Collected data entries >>
- Opening Delimiter -

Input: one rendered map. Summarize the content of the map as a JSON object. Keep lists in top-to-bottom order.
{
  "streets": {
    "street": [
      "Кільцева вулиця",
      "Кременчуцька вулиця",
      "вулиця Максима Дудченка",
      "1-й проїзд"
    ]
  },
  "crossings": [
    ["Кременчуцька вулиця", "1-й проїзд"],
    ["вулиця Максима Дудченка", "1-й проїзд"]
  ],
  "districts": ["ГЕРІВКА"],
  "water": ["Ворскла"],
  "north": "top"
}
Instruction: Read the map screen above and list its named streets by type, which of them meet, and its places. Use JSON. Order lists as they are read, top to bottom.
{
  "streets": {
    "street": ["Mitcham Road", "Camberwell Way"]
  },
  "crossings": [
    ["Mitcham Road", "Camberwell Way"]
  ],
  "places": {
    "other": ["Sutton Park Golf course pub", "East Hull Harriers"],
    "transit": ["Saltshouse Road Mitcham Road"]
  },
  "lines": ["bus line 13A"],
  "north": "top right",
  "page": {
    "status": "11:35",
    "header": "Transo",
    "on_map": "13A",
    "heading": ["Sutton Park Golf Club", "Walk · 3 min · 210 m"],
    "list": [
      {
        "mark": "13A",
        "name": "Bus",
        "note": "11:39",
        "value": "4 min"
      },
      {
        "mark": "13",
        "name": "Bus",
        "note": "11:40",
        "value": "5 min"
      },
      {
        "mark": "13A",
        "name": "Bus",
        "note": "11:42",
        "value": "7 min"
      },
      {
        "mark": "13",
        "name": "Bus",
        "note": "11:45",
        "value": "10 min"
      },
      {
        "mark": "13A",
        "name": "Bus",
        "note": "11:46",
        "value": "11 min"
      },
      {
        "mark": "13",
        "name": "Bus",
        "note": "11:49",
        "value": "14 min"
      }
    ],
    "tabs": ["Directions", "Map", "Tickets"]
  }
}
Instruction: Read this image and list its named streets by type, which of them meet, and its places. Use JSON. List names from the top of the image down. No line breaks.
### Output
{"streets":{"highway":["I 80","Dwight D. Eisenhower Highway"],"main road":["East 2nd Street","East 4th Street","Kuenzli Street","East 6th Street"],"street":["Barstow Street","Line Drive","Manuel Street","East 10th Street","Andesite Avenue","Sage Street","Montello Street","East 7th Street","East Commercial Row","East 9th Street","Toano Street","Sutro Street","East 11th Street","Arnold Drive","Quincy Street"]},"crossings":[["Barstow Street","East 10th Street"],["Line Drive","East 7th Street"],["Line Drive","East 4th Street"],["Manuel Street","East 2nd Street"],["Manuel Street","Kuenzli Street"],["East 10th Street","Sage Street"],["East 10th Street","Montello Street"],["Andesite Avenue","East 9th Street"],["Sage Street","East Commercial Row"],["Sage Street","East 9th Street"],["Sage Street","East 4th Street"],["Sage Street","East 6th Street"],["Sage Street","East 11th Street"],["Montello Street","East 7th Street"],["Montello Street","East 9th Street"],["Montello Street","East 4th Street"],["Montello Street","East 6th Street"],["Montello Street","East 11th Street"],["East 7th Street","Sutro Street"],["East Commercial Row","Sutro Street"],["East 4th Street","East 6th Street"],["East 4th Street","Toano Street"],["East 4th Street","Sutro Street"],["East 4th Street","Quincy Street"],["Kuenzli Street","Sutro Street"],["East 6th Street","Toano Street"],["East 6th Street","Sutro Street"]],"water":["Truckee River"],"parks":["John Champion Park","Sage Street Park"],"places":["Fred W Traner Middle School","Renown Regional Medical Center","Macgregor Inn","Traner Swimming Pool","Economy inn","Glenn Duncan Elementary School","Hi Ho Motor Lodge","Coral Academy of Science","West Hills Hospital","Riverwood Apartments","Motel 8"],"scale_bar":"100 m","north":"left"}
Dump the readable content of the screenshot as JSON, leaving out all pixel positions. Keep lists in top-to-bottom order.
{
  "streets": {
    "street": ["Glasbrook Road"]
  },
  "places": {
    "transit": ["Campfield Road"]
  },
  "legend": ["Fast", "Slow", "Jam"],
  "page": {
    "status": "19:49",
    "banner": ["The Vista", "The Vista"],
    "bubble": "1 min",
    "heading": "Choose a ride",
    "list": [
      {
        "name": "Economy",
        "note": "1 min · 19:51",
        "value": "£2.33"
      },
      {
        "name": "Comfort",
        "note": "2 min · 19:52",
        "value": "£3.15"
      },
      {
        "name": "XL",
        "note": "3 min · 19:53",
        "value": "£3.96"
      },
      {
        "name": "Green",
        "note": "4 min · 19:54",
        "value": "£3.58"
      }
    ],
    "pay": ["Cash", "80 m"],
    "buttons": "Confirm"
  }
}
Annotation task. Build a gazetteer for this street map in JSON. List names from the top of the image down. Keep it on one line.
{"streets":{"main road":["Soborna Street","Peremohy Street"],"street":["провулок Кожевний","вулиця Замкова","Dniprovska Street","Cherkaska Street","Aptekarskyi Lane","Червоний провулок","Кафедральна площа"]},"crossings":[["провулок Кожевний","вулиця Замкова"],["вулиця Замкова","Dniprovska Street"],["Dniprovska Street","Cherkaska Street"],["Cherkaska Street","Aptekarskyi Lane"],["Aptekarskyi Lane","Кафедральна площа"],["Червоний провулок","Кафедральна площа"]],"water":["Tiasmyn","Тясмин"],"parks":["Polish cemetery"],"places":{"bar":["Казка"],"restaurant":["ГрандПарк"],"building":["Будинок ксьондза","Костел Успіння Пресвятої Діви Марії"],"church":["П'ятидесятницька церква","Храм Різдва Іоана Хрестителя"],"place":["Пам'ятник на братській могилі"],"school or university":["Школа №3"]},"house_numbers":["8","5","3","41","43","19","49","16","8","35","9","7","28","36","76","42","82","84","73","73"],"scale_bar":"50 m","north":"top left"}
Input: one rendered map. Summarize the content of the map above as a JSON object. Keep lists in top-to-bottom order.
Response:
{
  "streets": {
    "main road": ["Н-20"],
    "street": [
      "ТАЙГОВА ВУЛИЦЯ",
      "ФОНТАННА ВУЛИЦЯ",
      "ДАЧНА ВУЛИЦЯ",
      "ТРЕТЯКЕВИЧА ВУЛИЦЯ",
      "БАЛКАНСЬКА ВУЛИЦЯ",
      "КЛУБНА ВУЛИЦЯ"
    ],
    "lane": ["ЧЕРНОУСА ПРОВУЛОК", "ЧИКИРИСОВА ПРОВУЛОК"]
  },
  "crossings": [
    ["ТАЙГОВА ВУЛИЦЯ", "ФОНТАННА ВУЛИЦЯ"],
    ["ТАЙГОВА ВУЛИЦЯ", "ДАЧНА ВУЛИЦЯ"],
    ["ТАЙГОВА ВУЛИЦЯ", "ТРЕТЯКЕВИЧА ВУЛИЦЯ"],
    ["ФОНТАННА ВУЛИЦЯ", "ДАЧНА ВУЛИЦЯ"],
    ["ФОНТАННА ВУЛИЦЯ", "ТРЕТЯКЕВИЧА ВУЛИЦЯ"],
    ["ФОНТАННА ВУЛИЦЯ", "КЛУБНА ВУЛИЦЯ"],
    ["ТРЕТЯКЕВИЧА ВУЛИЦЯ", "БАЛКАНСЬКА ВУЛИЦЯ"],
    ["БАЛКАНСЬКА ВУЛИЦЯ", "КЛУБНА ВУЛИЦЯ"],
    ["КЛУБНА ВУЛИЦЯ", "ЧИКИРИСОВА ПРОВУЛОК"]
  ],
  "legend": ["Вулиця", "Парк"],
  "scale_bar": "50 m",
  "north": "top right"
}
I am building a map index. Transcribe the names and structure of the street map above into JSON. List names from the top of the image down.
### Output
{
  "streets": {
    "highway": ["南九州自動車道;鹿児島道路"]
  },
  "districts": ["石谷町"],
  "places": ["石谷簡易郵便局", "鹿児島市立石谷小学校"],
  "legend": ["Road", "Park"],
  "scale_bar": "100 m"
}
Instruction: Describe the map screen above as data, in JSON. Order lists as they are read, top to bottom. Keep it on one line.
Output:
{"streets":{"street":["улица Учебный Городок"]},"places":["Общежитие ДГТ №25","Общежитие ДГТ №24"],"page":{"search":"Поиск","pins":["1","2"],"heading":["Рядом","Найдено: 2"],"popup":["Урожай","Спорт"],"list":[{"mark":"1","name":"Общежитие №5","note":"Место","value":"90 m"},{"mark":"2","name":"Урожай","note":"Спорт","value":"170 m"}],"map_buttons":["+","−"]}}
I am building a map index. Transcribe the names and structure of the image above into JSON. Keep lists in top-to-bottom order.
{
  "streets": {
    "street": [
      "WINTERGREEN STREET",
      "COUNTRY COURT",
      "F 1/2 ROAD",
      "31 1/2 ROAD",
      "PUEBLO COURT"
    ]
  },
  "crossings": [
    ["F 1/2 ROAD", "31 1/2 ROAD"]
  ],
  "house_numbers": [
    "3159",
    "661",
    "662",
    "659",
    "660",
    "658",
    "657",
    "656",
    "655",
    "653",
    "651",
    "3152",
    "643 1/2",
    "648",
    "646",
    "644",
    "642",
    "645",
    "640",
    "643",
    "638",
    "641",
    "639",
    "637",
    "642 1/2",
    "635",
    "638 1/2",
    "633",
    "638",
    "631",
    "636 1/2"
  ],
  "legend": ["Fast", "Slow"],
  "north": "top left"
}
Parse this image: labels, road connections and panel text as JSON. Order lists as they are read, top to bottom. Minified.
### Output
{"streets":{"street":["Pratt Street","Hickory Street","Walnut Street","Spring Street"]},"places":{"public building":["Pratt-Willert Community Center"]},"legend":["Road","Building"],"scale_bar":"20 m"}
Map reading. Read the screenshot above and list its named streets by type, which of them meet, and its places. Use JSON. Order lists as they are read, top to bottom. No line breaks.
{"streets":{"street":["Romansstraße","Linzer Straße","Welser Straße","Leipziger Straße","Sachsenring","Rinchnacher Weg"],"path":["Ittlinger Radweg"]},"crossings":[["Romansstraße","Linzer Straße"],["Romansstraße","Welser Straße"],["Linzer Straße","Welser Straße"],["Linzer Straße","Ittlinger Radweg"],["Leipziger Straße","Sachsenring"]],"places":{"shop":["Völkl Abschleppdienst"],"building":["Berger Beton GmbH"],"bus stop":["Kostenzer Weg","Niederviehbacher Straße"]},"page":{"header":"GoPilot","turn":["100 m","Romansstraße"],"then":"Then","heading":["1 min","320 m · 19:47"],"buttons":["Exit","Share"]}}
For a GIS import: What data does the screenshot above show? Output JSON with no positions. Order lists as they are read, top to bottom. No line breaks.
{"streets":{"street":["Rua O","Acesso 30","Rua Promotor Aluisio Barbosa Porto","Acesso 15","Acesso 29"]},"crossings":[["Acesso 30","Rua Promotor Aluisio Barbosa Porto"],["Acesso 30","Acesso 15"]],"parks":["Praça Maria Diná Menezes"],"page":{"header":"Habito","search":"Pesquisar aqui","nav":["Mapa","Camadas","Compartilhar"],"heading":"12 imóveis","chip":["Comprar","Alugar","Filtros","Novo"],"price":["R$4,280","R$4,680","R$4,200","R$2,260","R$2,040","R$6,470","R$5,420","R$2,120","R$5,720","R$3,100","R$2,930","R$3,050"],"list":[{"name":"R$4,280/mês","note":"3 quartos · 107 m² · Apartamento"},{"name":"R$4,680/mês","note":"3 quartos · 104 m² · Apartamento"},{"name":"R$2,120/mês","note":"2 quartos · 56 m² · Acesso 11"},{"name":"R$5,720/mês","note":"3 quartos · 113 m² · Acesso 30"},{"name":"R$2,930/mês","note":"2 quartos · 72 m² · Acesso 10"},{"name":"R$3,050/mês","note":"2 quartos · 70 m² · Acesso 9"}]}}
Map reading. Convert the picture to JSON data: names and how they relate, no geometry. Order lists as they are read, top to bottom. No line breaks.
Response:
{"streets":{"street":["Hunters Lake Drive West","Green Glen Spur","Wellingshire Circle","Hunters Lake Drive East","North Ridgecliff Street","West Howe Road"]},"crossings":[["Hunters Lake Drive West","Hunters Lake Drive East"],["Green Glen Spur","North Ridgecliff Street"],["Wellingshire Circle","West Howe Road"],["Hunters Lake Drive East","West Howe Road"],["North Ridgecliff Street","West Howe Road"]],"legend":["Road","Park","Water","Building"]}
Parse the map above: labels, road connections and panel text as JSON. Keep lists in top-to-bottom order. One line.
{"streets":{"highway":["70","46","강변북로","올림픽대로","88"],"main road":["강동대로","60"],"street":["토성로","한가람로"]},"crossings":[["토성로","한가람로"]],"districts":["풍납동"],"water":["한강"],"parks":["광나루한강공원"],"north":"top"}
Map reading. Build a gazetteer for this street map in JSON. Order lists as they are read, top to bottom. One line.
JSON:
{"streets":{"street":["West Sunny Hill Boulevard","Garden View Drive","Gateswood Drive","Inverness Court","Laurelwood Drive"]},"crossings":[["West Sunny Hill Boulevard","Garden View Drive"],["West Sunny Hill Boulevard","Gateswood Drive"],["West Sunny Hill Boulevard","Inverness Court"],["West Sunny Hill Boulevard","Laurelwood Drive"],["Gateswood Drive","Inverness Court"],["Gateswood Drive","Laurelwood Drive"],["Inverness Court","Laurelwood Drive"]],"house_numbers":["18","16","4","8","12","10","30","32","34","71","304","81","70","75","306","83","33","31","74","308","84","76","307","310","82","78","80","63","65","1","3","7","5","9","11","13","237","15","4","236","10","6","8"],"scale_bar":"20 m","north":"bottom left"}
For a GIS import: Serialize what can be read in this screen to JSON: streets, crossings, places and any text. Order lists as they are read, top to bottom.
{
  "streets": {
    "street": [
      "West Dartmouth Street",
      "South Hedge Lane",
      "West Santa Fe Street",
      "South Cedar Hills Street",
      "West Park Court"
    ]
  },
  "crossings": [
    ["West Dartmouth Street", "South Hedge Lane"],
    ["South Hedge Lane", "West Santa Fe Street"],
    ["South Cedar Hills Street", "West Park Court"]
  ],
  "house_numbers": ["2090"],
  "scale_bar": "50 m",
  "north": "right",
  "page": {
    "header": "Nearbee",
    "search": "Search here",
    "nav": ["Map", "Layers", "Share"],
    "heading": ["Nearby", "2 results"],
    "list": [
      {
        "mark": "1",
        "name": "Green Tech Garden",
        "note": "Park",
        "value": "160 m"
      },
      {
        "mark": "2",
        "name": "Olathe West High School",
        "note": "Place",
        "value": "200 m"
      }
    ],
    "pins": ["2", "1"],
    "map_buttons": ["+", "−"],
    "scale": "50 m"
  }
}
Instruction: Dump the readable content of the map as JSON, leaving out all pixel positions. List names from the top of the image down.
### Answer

- Closing Delimiter -

Find "Instruction: Dump the" in the data above, then repeat that line and all lines after it exactly, ending with the final line.

Answer space >>
Instruction: Dump the readable content of the map as JSON, leaving out all pixel positions. List names from the top of the image down.
### Answer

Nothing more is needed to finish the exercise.